MOSCOU, 13 août - RIA Novosti, Sergei Proskurin. En Ukraine, une autre série de persécutions de l'UOC canonique. Les moines sont sur le point d'être expulsés de la laure de Kiev-Pechersk, le clergé est envoyé en prison. Les autorités n'ont pas l'intention d'affaiblir la terreur. À quoi cela mènera - dans le matériel de RIA Novosti.
Dans la soirée du 10 août, des escouades de police se sont alignées à toutes les entrées de la laure de Kiev-Pechersk - une image qui est depuis longtemps familière à beaucoup qui ne sont pas indifférents au sort du monastère. Apparemment, les passeports de tout le monde seront à nouveau vérifiés, pensent certains.

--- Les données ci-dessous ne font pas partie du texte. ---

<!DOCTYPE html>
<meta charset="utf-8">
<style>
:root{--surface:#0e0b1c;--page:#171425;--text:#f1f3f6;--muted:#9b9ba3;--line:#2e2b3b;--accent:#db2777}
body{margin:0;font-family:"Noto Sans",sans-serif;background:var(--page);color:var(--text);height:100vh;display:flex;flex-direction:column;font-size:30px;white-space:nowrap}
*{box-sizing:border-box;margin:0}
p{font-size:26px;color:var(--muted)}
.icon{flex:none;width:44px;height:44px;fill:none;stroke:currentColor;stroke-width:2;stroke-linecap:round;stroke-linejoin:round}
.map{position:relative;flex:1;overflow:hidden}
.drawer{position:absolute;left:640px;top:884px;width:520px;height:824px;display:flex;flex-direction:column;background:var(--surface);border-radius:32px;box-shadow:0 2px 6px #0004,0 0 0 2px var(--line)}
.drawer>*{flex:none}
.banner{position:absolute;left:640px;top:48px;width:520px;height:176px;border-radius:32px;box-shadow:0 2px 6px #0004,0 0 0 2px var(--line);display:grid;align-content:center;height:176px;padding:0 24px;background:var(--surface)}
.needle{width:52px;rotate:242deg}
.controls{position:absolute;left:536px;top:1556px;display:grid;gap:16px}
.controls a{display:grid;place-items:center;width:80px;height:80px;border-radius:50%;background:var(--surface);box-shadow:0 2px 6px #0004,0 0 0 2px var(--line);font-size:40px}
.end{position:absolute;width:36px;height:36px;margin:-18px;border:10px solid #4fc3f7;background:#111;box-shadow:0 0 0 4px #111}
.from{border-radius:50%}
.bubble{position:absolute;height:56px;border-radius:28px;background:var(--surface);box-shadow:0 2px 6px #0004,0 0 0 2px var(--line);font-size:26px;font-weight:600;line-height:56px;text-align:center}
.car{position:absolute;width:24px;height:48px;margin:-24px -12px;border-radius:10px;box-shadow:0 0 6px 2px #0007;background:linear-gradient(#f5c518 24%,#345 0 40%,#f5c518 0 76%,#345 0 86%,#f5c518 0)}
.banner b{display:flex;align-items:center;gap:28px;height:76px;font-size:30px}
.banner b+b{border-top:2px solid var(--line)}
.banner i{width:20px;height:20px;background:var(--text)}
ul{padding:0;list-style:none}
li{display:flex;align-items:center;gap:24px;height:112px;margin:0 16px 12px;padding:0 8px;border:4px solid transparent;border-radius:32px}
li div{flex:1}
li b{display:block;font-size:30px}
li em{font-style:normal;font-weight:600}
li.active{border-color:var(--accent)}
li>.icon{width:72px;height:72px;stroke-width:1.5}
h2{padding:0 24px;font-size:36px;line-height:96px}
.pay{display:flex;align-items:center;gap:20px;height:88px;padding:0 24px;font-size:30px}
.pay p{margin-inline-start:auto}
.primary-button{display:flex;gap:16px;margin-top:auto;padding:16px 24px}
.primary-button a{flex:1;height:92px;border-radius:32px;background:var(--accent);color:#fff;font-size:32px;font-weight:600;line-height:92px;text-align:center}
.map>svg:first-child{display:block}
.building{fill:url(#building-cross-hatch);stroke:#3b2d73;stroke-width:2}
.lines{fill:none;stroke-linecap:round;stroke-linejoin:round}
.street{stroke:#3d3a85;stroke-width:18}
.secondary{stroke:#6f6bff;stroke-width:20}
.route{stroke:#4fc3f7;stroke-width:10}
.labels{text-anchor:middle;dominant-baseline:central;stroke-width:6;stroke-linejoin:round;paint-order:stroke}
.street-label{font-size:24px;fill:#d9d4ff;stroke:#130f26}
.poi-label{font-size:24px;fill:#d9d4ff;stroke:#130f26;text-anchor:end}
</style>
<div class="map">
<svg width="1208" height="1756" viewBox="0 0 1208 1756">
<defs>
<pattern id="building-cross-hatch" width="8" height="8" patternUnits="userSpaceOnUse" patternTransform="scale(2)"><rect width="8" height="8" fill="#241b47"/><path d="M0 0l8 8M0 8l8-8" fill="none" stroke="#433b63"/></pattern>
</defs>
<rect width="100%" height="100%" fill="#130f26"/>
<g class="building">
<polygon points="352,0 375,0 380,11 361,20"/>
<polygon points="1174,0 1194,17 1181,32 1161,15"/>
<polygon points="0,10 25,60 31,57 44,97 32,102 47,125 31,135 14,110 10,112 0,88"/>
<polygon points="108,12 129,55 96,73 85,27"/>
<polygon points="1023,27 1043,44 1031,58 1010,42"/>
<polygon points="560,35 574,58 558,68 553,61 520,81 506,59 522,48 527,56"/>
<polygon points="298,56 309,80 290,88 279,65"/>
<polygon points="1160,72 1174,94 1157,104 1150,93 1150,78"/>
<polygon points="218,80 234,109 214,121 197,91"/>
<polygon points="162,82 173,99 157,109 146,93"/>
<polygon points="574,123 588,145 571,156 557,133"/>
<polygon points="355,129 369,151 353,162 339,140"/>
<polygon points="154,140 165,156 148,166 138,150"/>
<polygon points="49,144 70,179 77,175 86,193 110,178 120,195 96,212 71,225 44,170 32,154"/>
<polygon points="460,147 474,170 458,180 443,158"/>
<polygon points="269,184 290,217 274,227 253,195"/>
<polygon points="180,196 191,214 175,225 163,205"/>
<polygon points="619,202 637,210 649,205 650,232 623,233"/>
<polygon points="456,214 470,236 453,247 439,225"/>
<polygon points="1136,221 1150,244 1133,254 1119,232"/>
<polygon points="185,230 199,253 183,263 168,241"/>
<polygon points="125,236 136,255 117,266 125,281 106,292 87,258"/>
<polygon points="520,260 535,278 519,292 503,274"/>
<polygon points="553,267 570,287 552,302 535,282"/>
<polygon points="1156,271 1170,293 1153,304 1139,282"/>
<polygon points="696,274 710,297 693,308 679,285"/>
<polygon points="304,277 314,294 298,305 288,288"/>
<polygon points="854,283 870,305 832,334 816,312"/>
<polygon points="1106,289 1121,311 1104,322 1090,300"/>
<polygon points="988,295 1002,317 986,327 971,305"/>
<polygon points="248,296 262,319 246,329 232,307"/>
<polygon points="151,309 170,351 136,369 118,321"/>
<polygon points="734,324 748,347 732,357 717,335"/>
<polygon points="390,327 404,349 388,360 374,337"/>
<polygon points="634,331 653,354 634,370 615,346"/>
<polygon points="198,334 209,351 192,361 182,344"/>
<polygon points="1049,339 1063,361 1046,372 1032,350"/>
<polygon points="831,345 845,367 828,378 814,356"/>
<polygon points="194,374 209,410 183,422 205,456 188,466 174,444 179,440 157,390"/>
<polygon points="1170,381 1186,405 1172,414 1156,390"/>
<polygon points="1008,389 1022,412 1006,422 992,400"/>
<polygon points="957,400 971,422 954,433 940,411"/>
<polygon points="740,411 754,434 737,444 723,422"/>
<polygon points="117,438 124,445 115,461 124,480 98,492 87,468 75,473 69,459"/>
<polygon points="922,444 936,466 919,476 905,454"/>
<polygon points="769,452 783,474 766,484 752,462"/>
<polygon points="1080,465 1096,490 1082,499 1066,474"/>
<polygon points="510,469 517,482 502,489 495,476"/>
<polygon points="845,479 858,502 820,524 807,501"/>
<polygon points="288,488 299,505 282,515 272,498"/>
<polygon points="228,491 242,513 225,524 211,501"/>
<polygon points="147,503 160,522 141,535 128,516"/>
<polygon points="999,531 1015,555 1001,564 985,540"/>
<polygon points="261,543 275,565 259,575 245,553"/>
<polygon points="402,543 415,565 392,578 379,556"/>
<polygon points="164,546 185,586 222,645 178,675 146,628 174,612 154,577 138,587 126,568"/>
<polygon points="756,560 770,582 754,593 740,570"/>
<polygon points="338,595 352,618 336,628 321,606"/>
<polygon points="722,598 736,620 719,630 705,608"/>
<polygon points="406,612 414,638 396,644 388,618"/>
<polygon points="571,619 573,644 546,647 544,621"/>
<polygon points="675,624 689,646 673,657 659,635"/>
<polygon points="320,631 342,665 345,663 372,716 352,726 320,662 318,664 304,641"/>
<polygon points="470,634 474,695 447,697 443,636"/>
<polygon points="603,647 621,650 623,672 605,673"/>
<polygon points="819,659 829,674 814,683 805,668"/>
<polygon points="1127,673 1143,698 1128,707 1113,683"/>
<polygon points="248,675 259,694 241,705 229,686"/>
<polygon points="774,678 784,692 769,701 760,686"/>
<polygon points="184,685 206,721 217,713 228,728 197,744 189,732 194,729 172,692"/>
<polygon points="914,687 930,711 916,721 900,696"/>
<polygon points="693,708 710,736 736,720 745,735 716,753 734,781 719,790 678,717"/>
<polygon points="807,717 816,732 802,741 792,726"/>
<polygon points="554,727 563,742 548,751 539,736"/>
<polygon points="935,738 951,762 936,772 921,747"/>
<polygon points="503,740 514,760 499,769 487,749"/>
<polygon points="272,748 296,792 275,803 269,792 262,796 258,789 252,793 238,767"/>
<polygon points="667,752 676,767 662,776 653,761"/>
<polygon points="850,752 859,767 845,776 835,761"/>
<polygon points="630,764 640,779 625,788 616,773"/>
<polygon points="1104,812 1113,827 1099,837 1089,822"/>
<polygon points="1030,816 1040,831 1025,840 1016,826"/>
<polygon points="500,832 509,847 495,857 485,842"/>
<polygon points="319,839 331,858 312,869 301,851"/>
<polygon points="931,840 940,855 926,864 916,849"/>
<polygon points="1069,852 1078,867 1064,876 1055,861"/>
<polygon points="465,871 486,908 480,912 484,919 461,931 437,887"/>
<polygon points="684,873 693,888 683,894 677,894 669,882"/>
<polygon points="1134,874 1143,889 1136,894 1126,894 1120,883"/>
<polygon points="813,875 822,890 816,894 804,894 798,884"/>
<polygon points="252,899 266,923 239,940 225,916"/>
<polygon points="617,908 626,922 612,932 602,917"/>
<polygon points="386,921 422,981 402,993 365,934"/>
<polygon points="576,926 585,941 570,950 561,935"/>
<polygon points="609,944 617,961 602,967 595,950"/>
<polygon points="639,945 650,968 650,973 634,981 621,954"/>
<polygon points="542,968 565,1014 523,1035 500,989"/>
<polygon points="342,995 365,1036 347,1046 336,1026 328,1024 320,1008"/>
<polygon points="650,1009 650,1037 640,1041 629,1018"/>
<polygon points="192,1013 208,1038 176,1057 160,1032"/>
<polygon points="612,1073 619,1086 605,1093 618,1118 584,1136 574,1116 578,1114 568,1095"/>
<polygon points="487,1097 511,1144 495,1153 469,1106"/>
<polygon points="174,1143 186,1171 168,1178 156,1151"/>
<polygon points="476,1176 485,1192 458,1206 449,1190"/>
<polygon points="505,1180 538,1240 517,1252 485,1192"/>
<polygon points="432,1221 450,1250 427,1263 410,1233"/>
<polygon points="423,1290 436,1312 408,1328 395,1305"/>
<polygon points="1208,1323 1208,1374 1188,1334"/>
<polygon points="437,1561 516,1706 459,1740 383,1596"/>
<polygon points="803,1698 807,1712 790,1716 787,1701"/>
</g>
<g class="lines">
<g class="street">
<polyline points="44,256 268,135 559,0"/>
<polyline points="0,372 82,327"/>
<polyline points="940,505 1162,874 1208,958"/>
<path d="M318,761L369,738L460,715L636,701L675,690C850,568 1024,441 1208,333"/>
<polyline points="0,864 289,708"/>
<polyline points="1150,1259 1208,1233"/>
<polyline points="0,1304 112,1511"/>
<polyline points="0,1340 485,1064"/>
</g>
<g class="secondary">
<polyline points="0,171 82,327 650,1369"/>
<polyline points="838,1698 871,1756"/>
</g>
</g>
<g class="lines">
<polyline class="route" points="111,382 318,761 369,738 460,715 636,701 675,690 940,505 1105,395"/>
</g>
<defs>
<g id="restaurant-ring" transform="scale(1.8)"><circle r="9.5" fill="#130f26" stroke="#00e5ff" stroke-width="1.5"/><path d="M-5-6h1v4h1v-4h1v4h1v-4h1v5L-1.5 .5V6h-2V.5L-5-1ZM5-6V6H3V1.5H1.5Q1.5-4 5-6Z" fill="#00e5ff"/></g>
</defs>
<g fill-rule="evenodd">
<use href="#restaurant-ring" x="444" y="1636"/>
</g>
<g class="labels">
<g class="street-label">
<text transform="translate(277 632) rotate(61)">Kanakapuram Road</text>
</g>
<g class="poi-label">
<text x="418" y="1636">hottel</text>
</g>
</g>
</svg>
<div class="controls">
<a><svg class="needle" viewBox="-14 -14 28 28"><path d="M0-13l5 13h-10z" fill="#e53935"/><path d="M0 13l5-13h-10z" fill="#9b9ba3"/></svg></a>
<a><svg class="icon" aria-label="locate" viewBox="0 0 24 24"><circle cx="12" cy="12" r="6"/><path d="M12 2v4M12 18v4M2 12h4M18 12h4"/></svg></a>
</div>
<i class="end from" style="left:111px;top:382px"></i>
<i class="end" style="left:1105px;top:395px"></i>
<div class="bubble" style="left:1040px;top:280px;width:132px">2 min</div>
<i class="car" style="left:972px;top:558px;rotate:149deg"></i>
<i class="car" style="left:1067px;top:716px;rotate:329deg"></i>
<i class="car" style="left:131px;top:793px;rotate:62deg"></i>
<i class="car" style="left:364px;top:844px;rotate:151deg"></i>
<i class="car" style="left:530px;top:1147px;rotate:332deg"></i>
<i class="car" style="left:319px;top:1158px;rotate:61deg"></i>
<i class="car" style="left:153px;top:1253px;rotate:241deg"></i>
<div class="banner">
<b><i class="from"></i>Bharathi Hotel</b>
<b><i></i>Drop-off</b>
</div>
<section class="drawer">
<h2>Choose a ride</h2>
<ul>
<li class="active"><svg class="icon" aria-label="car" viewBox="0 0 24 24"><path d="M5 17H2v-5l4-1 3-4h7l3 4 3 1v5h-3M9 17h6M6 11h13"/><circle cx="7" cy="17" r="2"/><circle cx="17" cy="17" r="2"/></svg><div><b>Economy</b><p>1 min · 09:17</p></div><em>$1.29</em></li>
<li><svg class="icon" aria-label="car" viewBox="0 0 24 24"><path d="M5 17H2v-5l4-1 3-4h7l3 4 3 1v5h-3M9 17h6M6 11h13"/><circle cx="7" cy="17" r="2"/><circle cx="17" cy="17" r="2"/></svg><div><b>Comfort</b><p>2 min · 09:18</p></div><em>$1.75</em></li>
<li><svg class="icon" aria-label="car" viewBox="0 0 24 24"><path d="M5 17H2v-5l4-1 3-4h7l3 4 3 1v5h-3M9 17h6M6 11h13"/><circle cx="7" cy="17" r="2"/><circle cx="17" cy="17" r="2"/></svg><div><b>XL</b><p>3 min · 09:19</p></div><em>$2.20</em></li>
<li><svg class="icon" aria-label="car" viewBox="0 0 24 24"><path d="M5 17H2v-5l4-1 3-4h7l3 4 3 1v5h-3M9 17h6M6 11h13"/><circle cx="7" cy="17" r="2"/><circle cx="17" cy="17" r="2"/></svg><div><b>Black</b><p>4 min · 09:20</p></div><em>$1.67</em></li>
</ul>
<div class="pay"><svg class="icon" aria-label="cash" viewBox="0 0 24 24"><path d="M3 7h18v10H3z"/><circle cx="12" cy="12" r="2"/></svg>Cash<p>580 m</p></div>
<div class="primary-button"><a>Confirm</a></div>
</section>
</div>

Mais il s'est avéré que seuls les prêtres, les moines et les ouvriers du monastère peuvent entrer. C'est l'ordre de la gestion du musée-réserve.
"La police refuse de laisser passer <…> ceux qui vivent dans les hôtels de Lavra, <…> parmi les pèlerins il y a des parents qui ne peuvent pas rejoindre leurs enfants. <…> De plus, les pèlerins sont privés de la possibilité de prendre leurs effets personnels", le site Web de l'UOC rapporte selon des témoins oculaires.
Les séminaristes et les étudiants de l'Académie théologique de Kiev n'étaient pas non plus autorisés à entrer dans leurs dortoirs sur le territoire du monastère. En guise de nuitée, les forces de l'ordre ont offert une petite église de Saint-Agapit des Grottes. Naturellement, personne n'a pensé aux lits et aux articles d'hygiène personnelle.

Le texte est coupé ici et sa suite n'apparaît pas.